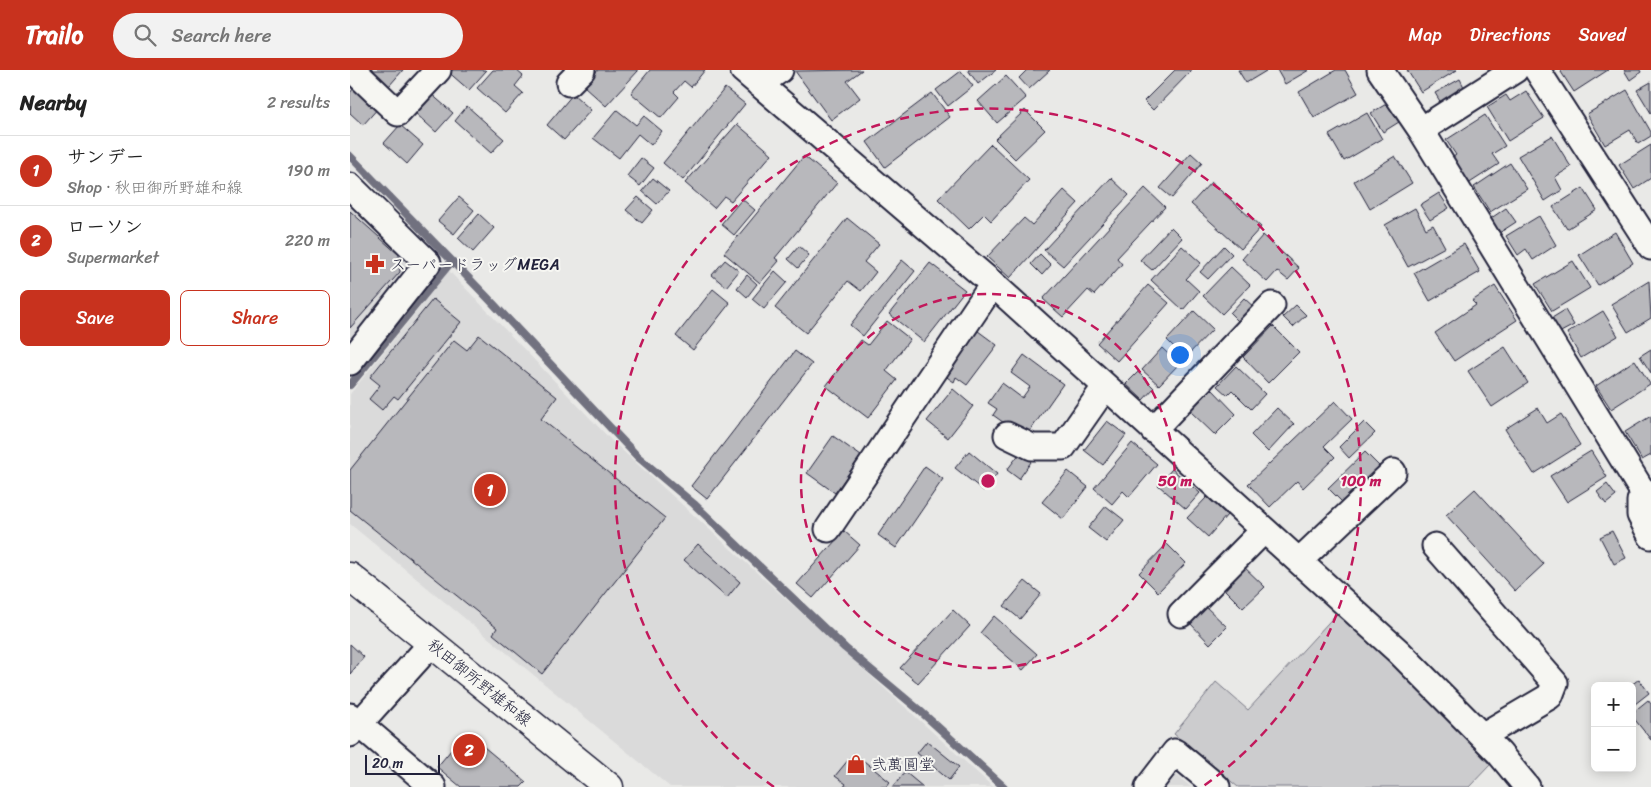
<!DOCTYPE html>
<meta charset="utf-8">
<style>
body{margin:0;font-family:Sriracha,"Klee One",sans-serif;background:#f2f2f2;color:#222}
.controls{position:absolute;right:15px;bottom:15px;display:grid;overflow:hidden;border-radius:8px;box-shadow:0 2px 12px #0003}
.controls button{width:45px;height:45px;display:grid;place-items:center;padding:0;border:0;border-bottom:1px solid #e0e0e0;background:#fff;color:#222;font:25px sans-serif}
.scale{position:absolute;left:15px;bottom:12px;width:75px;box-sizing:border-box;padding-left:5px;border:2px solid #22223b;border-top:0;font-size:14px;line-height:18px;white-space:nowrap;color:#22223b;-webkit-text-stroke:4px #f6f6f2;paint-order:stroke}
.you{position:absolute;left:829px;top:284px;width:18px;height:18px;margin:-12px;border:4px solid #fff;border-radius:50%;background:#1a73e8;box-shadow:0 0 0 8px #1a73e833}
.badge{display:grid;place-items:center;width:32px;height:32px;border-radius:50%;background:#c8321e;color:#fff;font-size:16px;font-weight:700}
.pin{position:absolute;translate:-50% -50%;border:2px solid #fff;box-shadow:0 1px 5px #0006}
.list{margin:0;padding:0;list-style:none}
h2{display:flex;justify-content:space-between;align-items:center;height:65px;margin:0;padding:0 20px;font-size:21px}
h2 small{font-size:16px;font-weight:400;color:#767676}
.list li{display:grid;grid-template-columns:32px 1fr auto;gap:15px;align-items:center;box-sizing:border-box;height:70px;padding:0 20px;border-top:1px solid #e0e0e0}
.list b{display:block;font-size:19px;white-space:nowrap}
.list p{margin:0;font-size:16px;white-space:nowrap;color:#767676}
.list em{font-size:16px;font-style:normal;color:#767676}
.actions{display:flex;gap:10px;padding:15px 20px}
.actions a{flex:1;padding:11px 0;border:1px solid #c8321e;border-radius:8px;text-align:center;font-size:18px;color:#c8321e}
.actions .main{background:#c8321e;color:#fff}
.icon{flex:none;width:28px;height:28px;fill:none;stroke:currentColor;stroke-width:2;stroke-linecap:round;stroke-linejoin:round}
.map{position:relative;flex:none;width:1301px;height:717px;overflow:hidden}
header{display:flex;align-items:center;gap:30px;box-sizing:border-box;height:70px;padding:0 25px;background:#c8321e;color:#fff}
header strong{font-size:24px}
nav{display:flex;gap:28px;margin-inline-start:auto;font-size:18px}
.search{width:350px;height:45px;background:#f2f2f2;display:flex;align-items:center;gap:12px;box-sizing:border-box;padding:0 18px;border-radius:28px;color:#767676;font-size:19px}
main{display:flex}
aside{flex:1;background:#fff}
.map>svg:first-child{display:block}
.built{fill:#dadada}
.green{fill:#ccccce;stroke:#777784}
.lines{fill:none;stroke-linecap:round;stroke-linejoin:round}
.stream{stroke:#71717f;stroke-width:8}
.building{fill:#b8b8bc;stroke:#22223b}
.minor-casing{stroke:#22223b;stroke-width:29}
.major-casing{stroke:#22223b;stroke-width:31}
.minor{stroke:#f6f6f2;stroke-width:25}
.major{stroke:#f6f6f2;stroke-width:28}
.ring{fill:none;stroke:#c2185b;stroke-width:2.5;stroke-dasharray:9 6}
.labels{text-anchor:middle;stroke-width:4;stroke-linejoin:round;paint-order:stroke}
.poi-label{font-size:16px;fill:#22223b;stroke:#f6f6f2;text-anchor:start}
.street-label{font-size:16px;fill:#22223b;stroke:#f6f6f2}
.centre{fill:#c2185b;stroke:#f6f6f2;stroke-width:2.5}
.ring-label{font-size:15px;text-anchor:middle;font-weight:bold;fill:#c2185b;stroke:#f6f6f2;stroke-width:4;stroke-linejoin:round;paint-order:stroke}
</style>
<header>
<strong>Trailo</strong>
<div class="search"><svg class="icon" aria-label="search" viewBox="0 0 24 24"><circle cx="10" cy="10" r="6"/><path d="M15 15l6 6"/></svg>Search here</div>
<nav><a>Map</a><a>Directions</a><a>Saved</a></nav>
</header>
<main>
<aside>
<h2>Nearby<small>2 results</small></h2>
<ul class="list">
<li><span class="badge">1</span><div><b>サンデー</b><p>Shop · 秋田御所野雄和線</p></div><em>190 m</em></li>
<li><span class="badge">2</span><div><b>ローソン</b><p>Supermarket</p></div><em>220 m</em></li>
</ul>
<div class="actions"><a class="main">Save</a><a>Share</a></div>
</aside>
<div class="map">
<svg width="1301" height="717" viewBox="0 0 1301 717">
<rect width="100%" height="100%" fill="#e9e9e7"/>
<filter id="ink" filterUnits="userSpaceOnUse"><feTurbulence type="fractalNoise" baseFrequency=".02" numOctaves="2"/><feDisplacementMap in="SourceGraphic" scale="10" xChannelSelector="R" yChannelSelector="G"/><feConvolveMatrix kernelMatrix="1 2 1 2 8 2 1 2 1" color-interpolation-filters="sRGB"/></filter>
<g filter="url(#ink)">
<path class="built" d="M0,132l55,53 1,21 -56,66z
M99,201l163,170 381,346h-323l-320,-263v-130z
M823,702l18,15h-30z"/>
<path class="green" d="M989,541l80,77 71,77 -21,22h-231l-64,-53 42,-52 32,28z"/>
<g class="lines">
<path class="stream" d="M0,86l137,141 151,160 56,47 151,144 73,61 86,78
M0,315l102,-124"/>
</g>
<path class="building" d="M20,0h33l-14,16z
M96,0h39l1,1 -17,19z
M143,0h23l7,6 -8,10 8,7 -18,20 -28,-25z
M248,0h38l2,1 -32,35 -22,-20z
M300,0h55l-14,17 -7,-6 -10,11 5,5 -18,21 -30,-25z
M512,0l-15,11 13,17 -29,22 -36,-49z
M618,0h28l-18,14z
M677,0h23l-21,19 -10,-11z
M825,0h17l-39,40 -9,-9z
M888,0h27l1,1 -20,12z
M927,0h32l-24,14z
M986,0h9l13,23 -44,25 -15,-26z
M1057,0h50l-36,22z
M1213,0h45l-34,22 -13,-20z
M1274,0h16l1,2 -11,8z
M611,1l12,15 -25,20 -12,-16z
M656,6l20,22 -29,25 -19,-22z
M1110,9l5,10 -24,14 -6,-10z
M1301,12v31l-14,-23z
M6,15l24,21 -17,19 -13,-12v-20z
M375,18l20,16 -62,76 -20,-17z
M1277,20l24,42v4l-13,8 -8,-14 -25,15 -18,-31z
M1176,21l18,27 -36,23 -21,-34 19,-12 4,6z
M79,22l24,21 -17,19 -23,-21z
M582,23l18,24 -65,50 -18,-25z
M223,24l18,16 -27,30 -17,-15z
M1038,33l11,19 -16,10 -12,-19z
M117,36l37,33 -13,14 -36,-32z
M267,40l19,15 8,-9 18,15 -11,14 -13,-11 -19,24 -26,-20z
M675,40l20,20 -30,29 -20,-20z
M1017,43l15,26 -38,22 -15,-26z
M1135,45l20,31 -13,8 7,10 -34,22 -16,-26 7,-5 -10,-15z
M387,54l35,30 -41,47 -7,-5 -10,12 -29,-25z
M50,55l23,20 -16,19 -23,-21z
M1202,66l19,31 -16,10 7,13 -17,11 -27,-45z
M641,74l38,36 -38,41 -7,-7 -15,15 -31,-30z
M1301,75v33l-17,11 -15,-24z
M841,83l11,10 -30,35 -12,-10z
M454,86l33,27 -62,75 4,3 -19,22 -36,-30z
M1045,86l17,27 -42,26 -16,-28z
M291,88l13,10 -14,18 -13,-10z
M1160,93l17,26 -37,23 -16,-25z
M303,108l16,13 -12,13 -15,-13z
M761,108l18,17 -66,71 -19,-16z
M861,112l50,45 -20,22 -50,-45z
M795,118l20,19 -48,51 5,6 -28,31 -6,-5 -25,27 -20,-18z
M1233,118l14,22 -30,19 -14,-22z
M714,120l14,13 -68,75 -23,-21 37,-39 8,7z
M1089,123l10,15 -19,12 -10,-15z
M109,127l15,13 -20,24 -16,-13z
M288,127l15,13 -11,13 -16,-13z
M392,129l13,11 -21,25 -13,-11z
M1065,138l11,21 7,-4 12,22 -37,20 -23,-42z
M1156,138l10,14 -20,13 -9,-14z
M0,141l49,44 1,17 -50,56z
M129,144l15,14 -21,24 -15,-14z
M1189,146l17,29 -23,15 -7,-11 -8,6 -12,-19z
M497,148l32,26 -15,18 12,10 -15,19 -13,-10 -42,52 -31,-25z
M821,157l11,11 -30,32 -12,-10z
M1265,162l18,31 -35,22 -19,-30z
M913,165l36,33 -11,12 -11,-9 -10,11 -25,-23z
M1114,174l16,28 -50,29 -16,-28z
M449,176l10,9 -11,13 -10,-9z
M832,176l19,17 -15,16 13,12 -16,19 -32,-30z
M874,176l8,8 -24,25 -8,-7z
M690,184l11,11 -9,10 -11,-11z
M375,190l14,11 -13,16 -14,-12z
M552,190l13,11 -52,65 -13,-11z
M1223,191l17,27 -38,23 -17,-27z
M580,193l35,27 -41,52 -35,-28z
M881,197l19,18 -28,29 -19,-18z
M425,201l12,11 -23,27 -12,-10z
M397,205l10,9 -10,13 -10,-9z
M1299,211l2,37 -23,14 -17,-28z
M798,215l21,18 -52,58 -20,-18z
M1145,216l22,34 -63,41 -19,-28 41,-28 -4,-4z
M363,219l17,14 -37,47 -17,-14z
M894,228l13,12 -15,15 -12,-12z
M83,229l28,23 -63,77 -4,-3 -12,14 -13,-11 11,-14 -10,-8z
M946,235l10,10 -13,12 -10,-10z
M1215,240l9,15 -19,10 -8,-14z
M844,241l19,18 -28,29 -18,-18z
M1253,241l15,25 -37,22 -14,-25z
M537,251l23,18 -24,32 11,9 -29,38 -42,-32 35,-46 7,5z
M923,256l26,26 -31,31 -25,-26z
M624,258l23,17 -30,40 -11,-8 -2,5 -13,-9z
M129,265l78,62 -16,22 124,99 -123,156 -49,-40 4,-6 -147,-118v-40l104,-130 13,10z
M1155,277l23,36 -36,24 -24,-36z
M812,278l17,16 -20,21 -17,-15z
M1301,279v24l-11,-17z
M445,281l17,13 -105,135 -16,-13z
M674,285l39,29 -38,54 -32,-23 4,-6 -9,-6 14,-20 20,15 8,-11 -19,-14z
M1285,290l15,24 -39,25 -15,-23z
M886,296l29,28 -14,15 -19,-19 -5,5 -10,-9z
M788,302l16,16 -11,12 -17,-16z
M603,319l20,17 -25,32 -21,-17z
M862,319l24,25 -21,21 -25,-24z
M985,331l17,18 -28,27 11,11 -32,31 -6,-7 -27,26 -22,-23z
M927,338l17,16 -26,28 -17,-17z
M1188,338l9,15 14,-9 19,31 -46,29 -29,-45z
M1301,346v39l-9,5 -17,-28z
M757,351l19,14 -23,30 -19,-15z
M1014,352l11,11 -26,25 -10,-11z
M483,366l28,20 -26,37 -28,-20z
M782,373l25,21 -28,33 -6,-6 -11,13 -18,-16z
M619,381l28,23 -13,17 -29,-23z
M1241,381l16,26 -40,25 -17,-26z
M1015,382l18,18 -37,36 -18,-18z
M670,383l11,9 -12,17 -12,-9z
M575,396l18,13 -47,69 -18,-13z
M822,399l28,24 -14,16 -28,-24z
M718,401l20,16 -25,32 -21,-17z
M1257,414l9,12 -10,8 -9,-12z
M1125,419l69,75 -29,27 -69,-76z
M857,427l20,18 -19,22 -21,-19z
M756,436l18,14 -18,22 -18,-14z
M494,461l16,14 -47,53 -16,-14z
M1262,461l14,27 -12,6 -14,-27z
M348,474l42,38 -13,16 -43,-38z
M817,474l19,19 -28,29 -19,-19z
M891,494l24,23 -22,21 -23,-23z
M675,511l16,13 -21,25 -16,-13z
M854,535l23,22 -17,17 -21,-22z
M603,540l17,16 -52,57 -18,-15z
M644,546l43,38 -14,16 -43,-37z
M0,574l14,13 -14,17z
M1289,609l10,14 -14,11 -3,-5v-13h-2z
M1298,630l3,4v36l-19,-24v-3z
M116,662l60,50 -5,5h-60l-24,-20z
M577,671l32,26 -10,13 -32,-27z
M504,683l36,29 -4,5h-42l2,-3 -11,-8z
M555,702l18,15h-30z"/>
<g class="lines">
<g class="minor-casing">
<path id="minor" d="M3,0l45,43 40,-43
M393,0l250,214 406,368 100,101 28,34
M1030,0l41,60 225,367
M1187,0l114,177
M219,13l13,-13
M409,14l21,-14
M1071,60l94,-60
M0,116l78,77 -78,99
M803,360l119,-125
M657,365l25,12h31l42,-60
M1301,423l-11,8v14l11,21
M478,459l165,-245
M1085,476l120,137 -5,13 -68,40
M949,491l94,-89
M831,544l83,-84
M0,646l83,71
M0,664l82,-91
M798,717l27,-35 42,35"/>
</g>
<g class="major-casing">
<path id="major" d="M0,507l259,210"/>
</g>
<use href="#minor" class="minor"/>
<use href="#major" class="major"/>
</g>
</g>
<g class="ring">
<circle cx="638" cy="411" r="187"/>
<path d="M424 717A373 373 0 1 1 852 717"/>
</g>
<defs>
<g id="pharmacy-bare" transform="scale(1.5)"><path d="M-2-6h4v4h4v4h-4v4h-4v-4h-4v-4h4Z" fill="#c8321e" stroke="#f6f6f2" stroke-width="2.5" paint-order="stroke"/></g>
<g id="shop-bare" transform="scale(1.5)"><path d="M-5-2.5h2.3a2.7 3.5 0 0 1 5.4 0H5L5.5 6h-11ZM-1.5-2.5h3a1.5 2.3 0 0 0-3 0Z" fill="#c8321e" stroke="#f6f6f2" stroke-width="2.5" paint-order="stroke"/></g>
</defs>
<g fill-rule="evenodd">
<use href="#pharmacy-bare" x="25" y="194"/>
<use href="#shop-bare" x="506" y="694"/>
</g>
<g class="labels">
<g class="poi-label">
<text x="40" y="200">スーパードラッグMEGA</text>
<text x="521" y="700">弐萬圓堂</text>
</g>
<g class="street-label">
<text transform="translate(130 612) rotate(39)" y="6">秋田御所野雄和線</text>
</g>
</g>
<circle cx="638" cy="411" r="8" class="centre"/>
<g class="ring-label">
<text x="825" y="416">50 m</text>
<text x="1011" y="416">100 m</text>
</g>
</svg>
<div class="controls">
<button>+</button>
<button>−</button>
</div>
<div class="scale">20 m</div>
<div class="you"></div>
<div class="pin badge" style="left:140px;top:420px">1</div>
<div class="pin badge" style="left:119px;top:680px">2</div>
</div>
</main>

§

*WORK REQUIRED*
From the entries above, write out only the lines starting at the line that holds "M1202,66l19,31 -16,10 7,13 -17,11 -27,-45z" and ending at the line that holds "M913,165l36,33 -11,12 -11,-9 -10,11 -25,-23z", keeping both and matching them exactly.

*WRITTEN RESPONSE*
M1202,66l19,31 -16,10 7,13 -17,11 -27,-45z
M641,74l38,36 -38,41 -7,-7 -15,15 -31,-30z
M1301,75v33l-17,11 -15,-24z
M841,83l11,10 -30,35 -12,-10z
M454,86l33,27 -62,75 4,3 -19,22 -36,-30z
M1045,86l17,27 -42,26 -16,-28z
M291,88l13,10 -14,18 -13,-10z
M1160,93l17,26 -37,23 -16,-25z
M303,108l16,13 -12,13 -15,-13z
M761,108l18,17 -66,71 -19,-16z
M861,112l50,45 -20,22 -50,-45z
M795,118l20,19 -48,51 5,6 -28,31 -6,-5 -25,27 -20,-18z
M1233,118l14,22 -30,19 -14,-22z
M714,120l14,13 -68,75 -23,-21 37,-39 8,7z
M1089,123l10,15 -19,12 -10,-15z
M109,127l15,13 -20,24 -16,-13z
M288,127l15,13 -11,13 -16,-13z
M392,129l13,11 -21,25 -13,-11z
M1065,138l11,21 7,-4 12,22 -37,20 -23,-42z
M1156,138l10,14 -20,13 -9,-14z
M0,141l49,44 1,17 -50,56z
M129,144l15,14 -21,24 -15,-14z
M1189,146l17,29 -23,15 -7,-11 -8,6 -12,-19z
M497,148l32,26 -15,18 12,10 -15,19 -13,-10 -42,52 -31,-25z
M821,157l11,11 -30,32 -12,-10z
M1265,162l18,31 -35,22 -19,-30z
M913,165l36,33 -11,12 -11,-9 -10,11 -25,-23z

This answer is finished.